Single by Midland

from the album Let It Roll
- Released: January 21, 2020
- Genre: Country
- Length: 3:35
- Label: Big Machine
- Songwriters: Mark Wystrach; Jess Carson; Cameron Duddy; Josh Osborne; Shane McAnally;
- Producers: Josh Osborne; Shane McAnally; Dann Huff;

Midland singles chronology
| "Mr. Lonely" (2019) | "Cheatin' Songs" (2020) | "Sunrise Tells the Story" (2021) |

= Cheatin' Songs =

2020 single by Midland

"Cheatin' Songs" is a song recorded by American country music band Midland. It is the second single from their second studio album Let It Roll.
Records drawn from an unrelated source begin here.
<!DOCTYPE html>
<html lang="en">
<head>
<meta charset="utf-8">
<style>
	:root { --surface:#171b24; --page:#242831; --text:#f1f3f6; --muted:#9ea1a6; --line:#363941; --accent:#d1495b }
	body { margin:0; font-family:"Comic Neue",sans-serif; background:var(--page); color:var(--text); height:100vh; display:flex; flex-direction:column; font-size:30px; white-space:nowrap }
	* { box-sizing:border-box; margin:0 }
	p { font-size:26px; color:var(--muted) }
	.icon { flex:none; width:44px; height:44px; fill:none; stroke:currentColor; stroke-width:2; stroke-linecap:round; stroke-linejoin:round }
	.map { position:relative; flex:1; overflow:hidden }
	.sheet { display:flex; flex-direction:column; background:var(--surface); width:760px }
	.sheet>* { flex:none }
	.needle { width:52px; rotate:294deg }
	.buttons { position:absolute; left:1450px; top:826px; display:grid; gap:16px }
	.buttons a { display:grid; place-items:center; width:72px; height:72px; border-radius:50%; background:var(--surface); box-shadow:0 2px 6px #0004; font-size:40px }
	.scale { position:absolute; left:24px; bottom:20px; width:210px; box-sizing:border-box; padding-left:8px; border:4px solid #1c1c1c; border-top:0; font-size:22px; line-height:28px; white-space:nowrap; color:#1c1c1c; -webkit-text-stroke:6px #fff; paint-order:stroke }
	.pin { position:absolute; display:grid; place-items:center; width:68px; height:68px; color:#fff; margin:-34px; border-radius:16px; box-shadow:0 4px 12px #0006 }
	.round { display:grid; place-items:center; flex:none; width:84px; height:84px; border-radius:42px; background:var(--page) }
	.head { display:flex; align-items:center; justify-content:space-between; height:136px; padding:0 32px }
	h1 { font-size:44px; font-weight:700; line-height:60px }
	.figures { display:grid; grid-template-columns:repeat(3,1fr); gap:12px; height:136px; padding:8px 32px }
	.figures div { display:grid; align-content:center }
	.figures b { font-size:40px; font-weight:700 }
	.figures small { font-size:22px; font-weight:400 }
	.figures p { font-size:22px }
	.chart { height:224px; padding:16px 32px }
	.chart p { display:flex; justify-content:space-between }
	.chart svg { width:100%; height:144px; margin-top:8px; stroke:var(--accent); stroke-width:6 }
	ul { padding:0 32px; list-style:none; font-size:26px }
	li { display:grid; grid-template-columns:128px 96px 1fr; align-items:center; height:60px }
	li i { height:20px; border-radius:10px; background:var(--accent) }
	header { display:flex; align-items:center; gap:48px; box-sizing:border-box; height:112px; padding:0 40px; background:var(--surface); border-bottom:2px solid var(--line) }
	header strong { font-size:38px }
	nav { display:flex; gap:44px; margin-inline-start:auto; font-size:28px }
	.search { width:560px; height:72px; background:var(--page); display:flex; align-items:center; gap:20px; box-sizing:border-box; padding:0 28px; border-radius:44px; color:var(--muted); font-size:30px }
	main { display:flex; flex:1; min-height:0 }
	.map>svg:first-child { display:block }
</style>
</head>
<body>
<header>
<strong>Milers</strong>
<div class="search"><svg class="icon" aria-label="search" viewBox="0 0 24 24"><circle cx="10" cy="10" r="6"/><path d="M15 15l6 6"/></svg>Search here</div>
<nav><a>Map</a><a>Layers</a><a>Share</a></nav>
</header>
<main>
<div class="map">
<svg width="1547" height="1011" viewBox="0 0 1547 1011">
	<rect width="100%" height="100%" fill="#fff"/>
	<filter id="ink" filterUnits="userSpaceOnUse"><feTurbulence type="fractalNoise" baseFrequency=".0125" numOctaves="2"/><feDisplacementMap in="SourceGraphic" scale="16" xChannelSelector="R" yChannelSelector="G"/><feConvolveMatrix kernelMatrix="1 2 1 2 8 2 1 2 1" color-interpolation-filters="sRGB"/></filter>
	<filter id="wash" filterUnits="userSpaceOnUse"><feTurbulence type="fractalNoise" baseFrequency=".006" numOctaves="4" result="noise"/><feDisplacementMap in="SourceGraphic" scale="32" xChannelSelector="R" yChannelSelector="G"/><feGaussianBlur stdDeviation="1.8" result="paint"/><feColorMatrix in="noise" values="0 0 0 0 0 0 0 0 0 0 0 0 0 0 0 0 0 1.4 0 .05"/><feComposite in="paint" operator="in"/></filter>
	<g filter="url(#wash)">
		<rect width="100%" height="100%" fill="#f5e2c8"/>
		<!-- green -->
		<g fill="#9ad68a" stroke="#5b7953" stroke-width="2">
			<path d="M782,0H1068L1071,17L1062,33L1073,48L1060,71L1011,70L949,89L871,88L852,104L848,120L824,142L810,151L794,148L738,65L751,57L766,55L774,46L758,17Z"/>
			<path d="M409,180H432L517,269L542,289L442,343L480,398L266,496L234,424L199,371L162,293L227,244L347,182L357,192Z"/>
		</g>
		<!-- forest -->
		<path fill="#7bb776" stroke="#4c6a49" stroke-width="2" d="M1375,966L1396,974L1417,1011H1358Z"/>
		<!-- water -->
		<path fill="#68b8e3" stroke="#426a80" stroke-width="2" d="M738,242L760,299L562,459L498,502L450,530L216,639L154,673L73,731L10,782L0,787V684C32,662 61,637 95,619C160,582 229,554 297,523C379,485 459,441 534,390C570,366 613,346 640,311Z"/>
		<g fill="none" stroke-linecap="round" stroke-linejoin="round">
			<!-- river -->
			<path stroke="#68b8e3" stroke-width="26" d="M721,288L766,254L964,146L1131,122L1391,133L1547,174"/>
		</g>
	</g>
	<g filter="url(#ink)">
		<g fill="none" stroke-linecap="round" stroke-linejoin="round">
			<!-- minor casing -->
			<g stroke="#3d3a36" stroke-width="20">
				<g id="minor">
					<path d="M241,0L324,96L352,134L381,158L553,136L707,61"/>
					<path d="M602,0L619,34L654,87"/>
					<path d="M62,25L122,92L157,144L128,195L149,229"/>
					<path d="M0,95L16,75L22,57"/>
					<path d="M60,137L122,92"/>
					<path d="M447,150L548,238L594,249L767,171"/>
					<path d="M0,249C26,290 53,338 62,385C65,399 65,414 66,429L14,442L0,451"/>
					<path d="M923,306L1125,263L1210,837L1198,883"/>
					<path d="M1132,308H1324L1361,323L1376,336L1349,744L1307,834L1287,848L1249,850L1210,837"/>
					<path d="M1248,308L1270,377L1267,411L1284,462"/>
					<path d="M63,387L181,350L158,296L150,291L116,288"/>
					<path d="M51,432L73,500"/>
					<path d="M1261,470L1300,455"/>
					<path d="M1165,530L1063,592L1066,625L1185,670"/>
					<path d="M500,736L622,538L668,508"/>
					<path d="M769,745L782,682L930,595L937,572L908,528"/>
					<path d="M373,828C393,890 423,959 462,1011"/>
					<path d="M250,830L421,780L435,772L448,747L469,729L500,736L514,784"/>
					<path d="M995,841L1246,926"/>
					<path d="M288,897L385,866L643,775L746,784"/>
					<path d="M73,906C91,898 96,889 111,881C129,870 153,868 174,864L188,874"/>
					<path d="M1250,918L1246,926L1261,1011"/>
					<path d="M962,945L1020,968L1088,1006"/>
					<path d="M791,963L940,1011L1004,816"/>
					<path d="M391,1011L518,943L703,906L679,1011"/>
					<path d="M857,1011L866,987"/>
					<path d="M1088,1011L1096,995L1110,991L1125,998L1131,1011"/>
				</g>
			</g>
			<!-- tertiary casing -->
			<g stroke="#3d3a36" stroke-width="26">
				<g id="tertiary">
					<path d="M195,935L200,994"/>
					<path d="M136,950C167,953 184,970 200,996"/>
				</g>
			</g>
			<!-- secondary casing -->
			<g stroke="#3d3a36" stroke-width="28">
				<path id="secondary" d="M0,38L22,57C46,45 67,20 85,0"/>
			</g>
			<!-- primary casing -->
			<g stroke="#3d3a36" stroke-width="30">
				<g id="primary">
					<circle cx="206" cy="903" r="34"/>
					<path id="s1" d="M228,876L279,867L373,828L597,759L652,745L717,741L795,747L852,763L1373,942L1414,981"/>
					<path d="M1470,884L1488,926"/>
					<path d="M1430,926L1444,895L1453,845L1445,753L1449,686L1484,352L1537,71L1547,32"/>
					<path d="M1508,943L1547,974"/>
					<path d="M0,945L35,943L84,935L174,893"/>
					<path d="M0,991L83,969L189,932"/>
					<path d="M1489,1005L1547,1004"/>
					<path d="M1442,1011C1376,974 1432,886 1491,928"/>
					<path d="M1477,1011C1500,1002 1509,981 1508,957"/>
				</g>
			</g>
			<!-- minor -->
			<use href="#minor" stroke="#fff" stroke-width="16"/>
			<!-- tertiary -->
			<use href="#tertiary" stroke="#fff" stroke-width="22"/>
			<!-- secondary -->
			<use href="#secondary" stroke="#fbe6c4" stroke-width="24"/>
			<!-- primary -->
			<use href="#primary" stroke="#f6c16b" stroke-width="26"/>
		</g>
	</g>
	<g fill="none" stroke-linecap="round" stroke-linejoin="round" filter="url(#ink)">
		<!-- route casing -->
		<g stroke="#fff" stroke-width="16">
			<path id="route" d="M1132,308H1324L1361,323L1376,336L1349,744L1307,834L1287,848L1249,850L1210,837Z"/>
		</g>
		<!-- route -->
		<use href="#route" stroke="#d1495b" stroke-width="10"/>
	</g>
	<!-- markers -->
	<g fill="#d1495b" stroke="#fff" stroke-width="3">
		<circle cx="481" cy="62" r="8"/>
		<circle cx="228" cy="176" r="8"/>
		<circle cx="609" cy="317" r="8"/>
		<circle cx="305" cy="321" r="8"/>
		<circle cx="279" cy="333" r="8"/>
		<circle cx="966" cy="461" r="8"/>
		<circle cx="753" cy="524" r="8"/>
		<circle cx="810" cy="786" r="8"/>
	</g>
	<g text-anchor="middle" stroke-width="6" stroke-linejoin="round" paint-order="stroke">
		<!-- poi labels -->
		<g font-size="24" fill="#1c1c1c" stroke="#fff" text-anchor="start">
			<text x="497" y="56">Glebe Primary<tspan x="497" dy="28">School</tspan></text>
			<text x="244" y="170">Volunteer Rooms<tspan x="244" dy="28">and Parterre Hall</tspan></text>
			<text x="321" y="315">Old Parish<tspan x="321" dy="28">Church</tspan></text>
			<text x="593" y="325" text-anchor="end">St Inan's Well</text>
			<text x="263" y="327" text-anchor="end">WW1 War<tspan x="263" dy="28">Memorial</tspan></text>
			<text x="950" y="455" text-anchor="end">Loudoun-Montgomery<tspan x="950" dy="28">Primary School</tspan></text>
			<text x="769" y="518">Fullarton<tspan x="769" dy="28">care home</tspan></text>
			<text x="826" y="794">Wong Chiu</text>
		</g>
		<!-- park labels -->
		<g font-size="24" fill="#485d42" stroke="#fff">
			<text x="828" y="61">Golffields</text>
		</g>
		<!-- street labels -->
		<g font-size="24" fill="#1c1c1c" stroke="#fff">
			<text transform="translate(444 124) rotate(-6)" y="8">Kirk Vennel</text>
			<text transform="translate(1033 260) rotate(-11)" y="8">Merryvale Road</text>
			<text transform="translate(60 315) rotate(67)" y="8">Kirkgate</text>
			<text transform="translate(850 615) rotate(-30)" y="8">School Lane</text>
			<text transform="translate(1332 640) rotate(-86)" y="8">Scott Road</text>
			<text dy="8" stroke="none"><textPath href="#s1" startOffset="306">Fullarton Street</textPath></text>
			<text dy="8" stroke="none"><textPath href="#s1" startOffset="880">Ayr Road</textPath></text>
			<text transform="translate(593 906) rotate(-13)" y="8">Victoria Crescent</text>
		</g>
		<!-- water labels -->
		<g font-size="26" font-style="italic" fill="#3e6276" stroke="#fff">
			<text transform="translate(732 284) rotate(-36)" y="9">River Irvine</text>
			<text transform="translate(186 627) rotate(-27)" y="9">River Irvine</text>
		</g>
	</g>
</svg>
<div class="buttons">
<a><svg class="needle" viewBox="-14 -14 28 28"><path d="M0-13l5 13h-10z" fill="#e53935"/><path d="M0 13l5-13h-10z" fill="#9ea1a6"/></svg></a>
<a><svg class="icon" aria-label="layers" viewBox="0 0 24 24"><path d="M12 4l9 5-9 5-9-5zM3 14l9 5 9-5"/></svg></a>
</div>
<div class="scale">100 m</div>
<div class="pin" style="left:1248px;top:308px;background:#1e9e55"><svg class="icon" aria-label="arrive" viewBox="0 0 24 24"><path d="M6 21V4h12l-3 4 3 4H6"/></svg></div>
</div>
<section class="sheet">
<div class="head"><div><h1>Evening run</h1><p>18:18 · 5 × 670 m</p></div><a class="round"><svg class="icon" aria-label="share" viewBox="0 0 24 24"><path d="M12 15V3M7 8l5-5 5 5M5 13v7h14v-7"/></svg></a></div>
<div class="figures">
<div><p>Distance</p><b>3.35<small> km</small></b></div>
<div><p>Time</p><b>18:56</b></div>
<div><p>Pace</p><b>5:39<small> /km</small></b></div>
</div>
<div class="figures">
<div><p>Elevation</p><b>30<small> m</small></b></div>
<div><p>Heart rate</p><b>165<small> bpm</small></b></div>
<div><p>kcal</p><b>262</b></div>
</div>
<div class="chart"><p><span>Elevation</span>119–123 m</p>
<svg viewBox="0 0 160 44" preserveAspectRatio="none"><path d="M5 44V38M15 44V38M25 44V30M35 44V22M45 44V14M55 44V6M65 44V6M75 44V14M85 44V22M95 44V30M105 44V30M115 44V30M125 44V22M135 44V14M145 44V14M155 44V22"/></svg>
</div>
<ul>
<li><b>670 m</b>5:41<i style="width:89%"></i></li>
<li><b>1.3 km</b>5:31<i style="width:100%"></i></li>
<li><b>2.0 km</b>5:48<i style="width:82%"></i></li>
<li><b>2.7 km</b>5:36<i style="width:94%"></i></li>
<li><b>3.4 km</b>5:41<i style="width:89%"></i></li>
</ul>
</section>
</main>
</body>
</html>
The band wrote the song with Josh Osborne and Shane McAnally.

==Content==
Mark Wystrach, Jess Carson, and Cameron Duddy wrote the song with Shane McAnally and Josh Osborne. The song is about a man who wonders if his partner is cheating on him.

==Music video==
The music video was filmed during a live performance from the Palomino, a small club in North Hollywood, directed by Collin Duddy. The group is seen performing the song.

==Charts==

===Weekly charts===

| Chart (2020) | Peak position |
|---|---|
| Canada Country (Billboard) | 48 |
| US Country Airplay (Billboard) | 26 |
| US Hot Country Songs (Billboard) | 41 |

===Year-end charts===

| Chart (2020) | Position |
|---|---|
| US Hot Country Songs (Billboard) | 100 |

==Certifications==

| Region | Certification | Certified units/sales |
| United States (RIAA) | Gold | 500,000^{‡} |
^{‡} Sales+streaming figures based on certification alone.